Once you have a web_data data frame to work with, the command head(web_data) should return a table that, at least structurally, looks something like this:
date channelGrouping deviceCategory sessions pageviews entrances bounces
2016-01-01 (Other) desktop 19 23 19 15
2016-01-01 (Other) mobile 112 162 112 82
2016-01-01 (Other) tablet 24 41 24 19

We will start by pivoting the data like before:

## use tidyverse to pivot the data
library(dplyr)
library(tidyr)

## get only desktop rows, and the date, channelGrouping and sessions columns
pivoted <- web_data %>% 
  filter(deviceCategory == "desktop") %>% 
  select(date, channelGrouping, sessions) %>%
  spread(channelGrouping, sessions)

## get rid of any NA's and replace with 0
pivoted[is.na(pivoted)] <- 0
head(pivoted)
date (Other) Direct Display Email Organic Search Paid Search Referral Social Video
2016-01-01 19 133 307 17 431 555 131 68 0
2016-01-02 156 1003 196 43 1077 1060 226 158 3
2016-01-03 35 1470 235 29 696 489 179 66 90
2016-01-04 31 1794 321 70 1075 558 235 46 898
2016-01-05 27 1899 309 74 1004 478 218 47 461
2016-01-06 21 1972 204 299 974 494 246 47 418

A seasonal time-series

For data lengths less than a year, then a weekly seasonality is most likely. Adding this seasonality to your data can be very helpful in creating forecasts as it helps extract a real trend.

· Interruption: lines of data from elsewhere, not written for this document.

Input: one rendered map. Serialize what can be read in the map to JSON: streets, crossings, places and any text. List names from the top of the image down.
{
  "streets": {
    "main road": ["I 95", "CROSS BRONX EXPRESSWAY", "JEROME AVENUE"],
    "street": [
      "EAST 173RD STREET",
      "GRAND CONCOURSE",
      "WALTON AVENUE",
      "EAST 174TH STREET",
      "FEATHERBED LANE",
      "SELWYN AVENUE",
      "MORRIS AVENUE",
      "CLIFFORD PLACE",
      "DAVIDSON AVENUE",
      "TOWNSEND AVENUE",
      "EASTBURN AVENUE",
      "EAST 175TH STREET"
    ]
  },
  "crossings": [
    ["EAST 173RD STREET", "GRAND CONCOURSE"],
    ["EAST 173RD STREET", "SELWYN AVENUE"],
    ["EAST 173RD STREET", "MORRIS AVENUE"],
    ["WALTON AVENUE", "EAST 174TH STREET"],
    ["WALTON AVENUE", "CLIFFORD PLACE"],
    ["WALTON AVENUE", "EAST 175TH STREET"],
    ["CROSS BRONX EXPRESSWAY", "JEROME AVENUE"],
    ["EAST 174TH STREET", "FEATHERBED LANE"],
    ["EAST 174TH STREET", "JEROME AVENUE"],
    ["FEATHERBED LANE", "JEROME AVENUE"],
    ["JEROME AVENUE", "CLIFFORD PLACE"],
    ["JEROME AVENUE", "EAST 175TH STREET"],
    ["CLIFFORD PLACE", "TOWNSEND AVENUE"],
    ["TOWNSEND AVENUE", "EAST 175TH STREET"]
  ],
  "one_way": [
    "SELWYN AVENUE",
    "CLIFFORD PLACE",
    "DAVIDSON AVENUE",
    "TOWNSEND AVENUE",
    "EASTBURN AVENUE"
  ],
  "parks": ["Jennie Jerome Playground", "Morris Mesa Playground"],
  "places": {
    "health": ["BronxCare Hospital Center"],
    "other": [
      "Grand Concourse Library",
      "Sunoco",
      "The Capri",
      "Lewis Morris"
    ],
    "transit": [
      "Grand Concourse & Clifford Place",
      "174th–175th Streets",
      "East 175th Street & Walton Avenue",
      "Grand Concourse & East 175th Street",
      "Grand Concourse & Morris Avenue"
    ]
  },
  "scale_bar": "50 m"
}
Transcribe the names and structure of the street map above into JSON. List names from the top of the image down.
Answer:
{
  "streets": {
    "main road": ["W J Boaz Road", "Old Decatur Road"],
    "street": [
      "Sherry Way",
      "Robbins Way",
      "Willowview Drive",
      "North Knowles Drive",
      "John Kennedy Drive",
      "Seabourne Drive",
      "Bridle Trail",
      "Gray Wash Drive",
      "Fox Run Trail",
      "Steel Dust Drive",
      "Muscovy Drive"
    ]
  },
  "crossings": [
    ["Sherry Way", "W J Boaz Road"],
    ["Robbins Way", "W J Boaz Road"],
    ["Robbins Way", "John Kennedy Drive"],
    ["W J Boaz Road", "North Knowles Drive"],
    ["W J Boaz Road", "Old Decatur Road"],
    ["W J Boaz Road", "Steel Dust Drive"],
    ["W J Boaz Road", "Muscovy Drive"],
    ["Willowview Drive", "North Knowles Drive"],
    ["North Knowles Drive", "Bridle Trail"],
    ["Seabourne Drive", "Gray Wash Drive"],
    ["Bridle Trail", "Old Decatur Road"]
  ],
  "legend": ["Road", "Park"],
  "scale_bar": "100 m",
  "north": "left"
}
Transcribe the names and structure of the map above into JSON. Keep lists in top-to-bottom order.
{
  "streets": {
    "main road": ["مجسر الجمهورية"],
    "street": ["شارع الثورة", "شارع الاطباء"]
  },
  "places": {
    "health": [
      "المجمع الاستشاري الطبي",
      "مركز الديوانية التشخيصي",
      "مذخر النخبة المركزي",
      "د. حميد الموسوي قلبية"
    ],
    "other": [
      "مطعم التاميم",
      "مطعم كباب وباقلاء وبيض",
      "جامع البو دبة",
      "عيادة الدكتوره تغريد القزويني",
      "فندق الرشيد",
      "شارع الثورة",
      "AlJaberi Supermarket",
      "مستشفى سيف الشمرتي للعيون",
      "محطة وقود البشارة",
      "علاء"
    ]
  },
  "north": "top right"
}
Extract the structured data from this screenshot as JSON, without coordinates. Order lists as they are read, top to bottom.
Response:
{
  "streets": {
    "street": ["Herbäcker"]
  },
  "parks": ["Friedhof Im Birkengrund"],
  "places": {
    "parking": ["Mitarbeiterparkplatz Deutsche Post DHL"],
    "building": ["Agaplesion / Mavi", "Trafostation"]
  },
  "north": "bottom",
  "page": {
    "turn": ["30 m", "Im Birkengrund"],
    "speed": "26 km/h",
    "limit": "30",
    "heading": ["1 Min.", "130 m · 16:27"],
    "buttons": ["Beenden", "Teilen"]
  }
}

## make a time-series object
web_data_ts <- ts(pivoted[-1], frequency = 7)

## time-series are set up to have useful plots
plot(web_data_ts, axes = FALSE)

Time-series appplications

Decomposition

With seasonal data, you can extract the seasonality (weekly in this example) so you can more easily see the overall trend of data:

decomp <- decompose(web_data_ts[, "Organic Search"])
plot(decomp)

  • Observed - the original data
  • Trend - the data minus the seasonal
  • Seasonal - data that fits the specified seasonality (7 days)
  • Random - everything else left only - useful for anomoloy detection.

Forecasts

Forecasting looks at the trend of the data and makes judgements on where the trend will go. A good blog from Hyndman on daily data forecasting is here.

A couple of example functions:

library(forecast)
## performs decomposition and smoothing
fit <- ets(web_data_ts[, "Organic Search"])
## makes the forecast
fc <- forecast(fit)
plot(fc)

HoltWinters() is a function in base R that also lets you take account of seasonal effects:

fit2 <- HoltWinters(web_data_ts[, "Organic Search"])
## makes the forecast
fc2 <- forecast(fit2, h = 25)
plot(fc2)

Converting to xts for some packages

We can only work with numeric data, but we would also like to keep the date information, mainly for labelling purposes. xts lets you create the time-series whilst specifying the date labels like so:

library(xts)

## create a time-series zoo object
web_data_xts <- xts(pivoted[-1], order.by = as.Date(pivoted$date), frequency = 7)

web_data_xts will look similar to when it was a data.frame, but its now in the right class to do some nice related functions.

CausalImpact

A good example of a library that needs xts is CausalImpact, which is a fantastic library from Google well suited for digital marketing.

CausalImpact gives you an estimate on how much effect an event at a certain point of time had on your metrics, in absolute and relative terms. In this case, an event could be a TV campaign starting or changing your Title tags. It also lets you add control segments, so you can adjust for known effects.

As an example, we assume the observed peak in Social traffic is due to the start of some campaign in May 15th 2016 (in reality you should not cherry pick dates like this!) and we woud like to observe its effect on Video sessions. We also add Direct sessions as a control to help account for general website trends.

library(CausalImpact)
pre.period <- as.Date(c("2016-02-01","2016-05-14"))
post.period <- as.Date(c("2016-05-15","2016-07-15"))

## data in order of response, predictor1, predictor2, etc.
model_data <- web_data_xts[,c("Video","Social","Direct")]


impact <- CausalImpact(model_data,  pre.period, post.period)
plot(impact)

CausalImpact is the work-horse behind the GA Effect app.